These increased rates of individual chronic disease and multi-morbidity coupled with the inequitable distribution of disease and inequitable access to health services provide enormous challenges to the healthcare system. Self-management (SM) has been seen as a solution to reduce the burden of chronic disease on the healthcare system. The National Chronic Disease Strategy defines SM as the active participation of the patient in their own healthcare.4 Behaviour change, goal setting and empowerment are essential features of SM and coaching.5,6 SM support is provided by healthcare professionals and equips patients with the skills and confidence they need to manage their health.7 Engaging health professionals and patients in SM programs has proved challenging.8,9 This challenge is further compounded by workforce shortages in Australia,10,11 especially in the primary care sector.11 New ways of providing healthcare and support to people with chronic conditions are needed. Telephone coaching aims to address some of these issues by providing additional services to people with chronic diseases. A recent systematic review of telephone coaching for people with long-term conditions found that telephone coaching was becoming increasingly popular and most studies reported positive outcomes, although the description of the interventions was inadequate.12 However, an evaluation of the Medicare Health Support Pilot Program in the USA found that telephone support by nurses did not reduce admissions or emergency department attendance and there were only modest improvements in processes of care such as blood tests for glycosylated haemoglobin (HbA1c) and lipids, eye examinations or testing for urinary protein.13

This rapid review examines the effectiveness of telephonic-based coaching services for the management of patients with one or more chronic diseases in terms of health and process of care outcomes, quality of life and health service use.

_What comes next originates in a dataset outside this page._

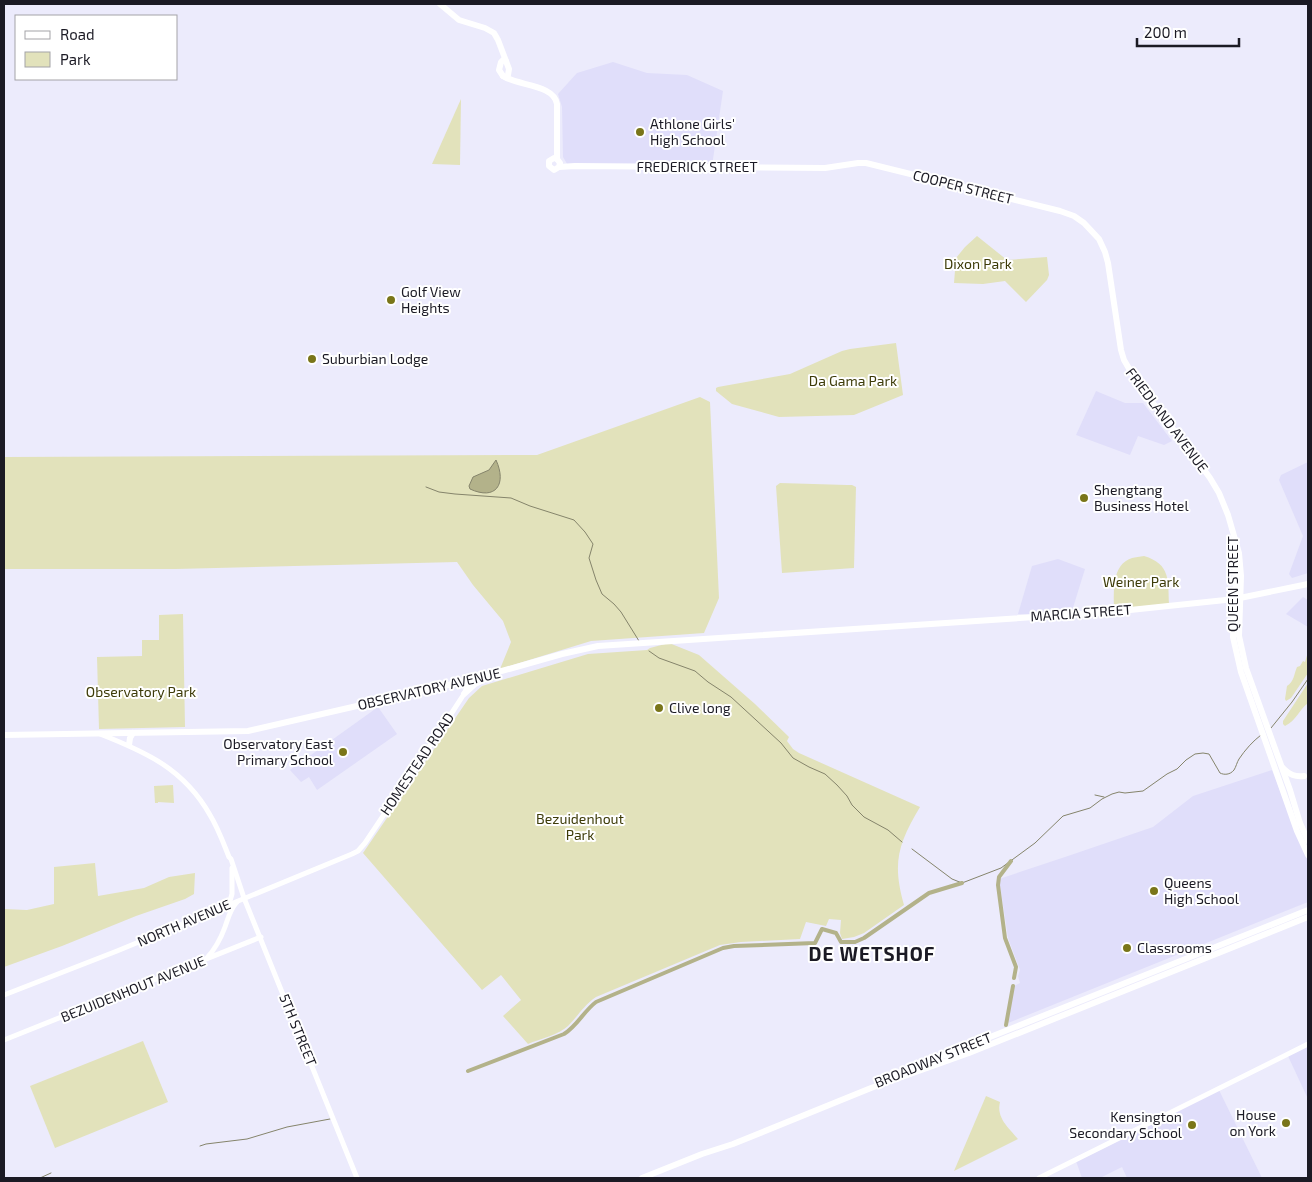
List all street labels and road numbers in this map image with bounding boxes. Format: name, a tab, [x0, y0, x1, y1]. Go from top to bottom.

What are the models of telephone coaching that are most effective and for whom—those with multi-morbidities, single morbidities and vulnerable populations?.


Methods

We conducted a rapid systematic review of published peer-reviewed literature, using Medline, Embase, CINAHL, PsychNet and Scopus. We used initial searches to identify key MESH terms relating to telephone coaching, and adapted terms for research design from previous systematic reviews.1416 The MESH terms used in Medline, which were modified for use in the other databases, are listed in Table 1.


Table 1.  Key MESH terms for Medline search strategy
T1

We included studies involving people aged 18 years or over and living in the community, with one or more of the following chronic conditions: type 2 diabetes mellitus (T2DM), congestive cardiac failure, coronary artery disease, chronic obstructive pulmonary disease (COPD) and hypertension. Patients were identified as having multi-morbidity if they had more than one index condition or one of these plus another chronic condition, for example frailty, mental health or geriatric syndromes. Vulnerable populations included ATSI people, those from culturally and linguistically diverse backgrounds, low socioeconomic status and those living in rural and remote areas. Studies were included if they involved the carers of people with chronic disease as a proxy for the person with chronic disease rather than for their own needs as carers.

To be included in this rapid review, the telephone coaching had to involve two-way conversations by telephone or video phone (e.g. Skype) between a patient and a provider (including trained lay people). Behaviour change, goal setting and empowerment are essential features of coaching. We adopted Linder’s definition of coaching:17

A method of patient education that guides and prompts a patient to be an active participant in behaviour change. Coaching involves an interactive approach with the patient that helps to identify impediments to behaviour change, and methods of teaching and modelling behaviour that empower the patient to achieve and maintain improved health status.[18] Goal setting and empowerment are important features.[5,6]

There was no minimum number of sessions required for the coaching to be included.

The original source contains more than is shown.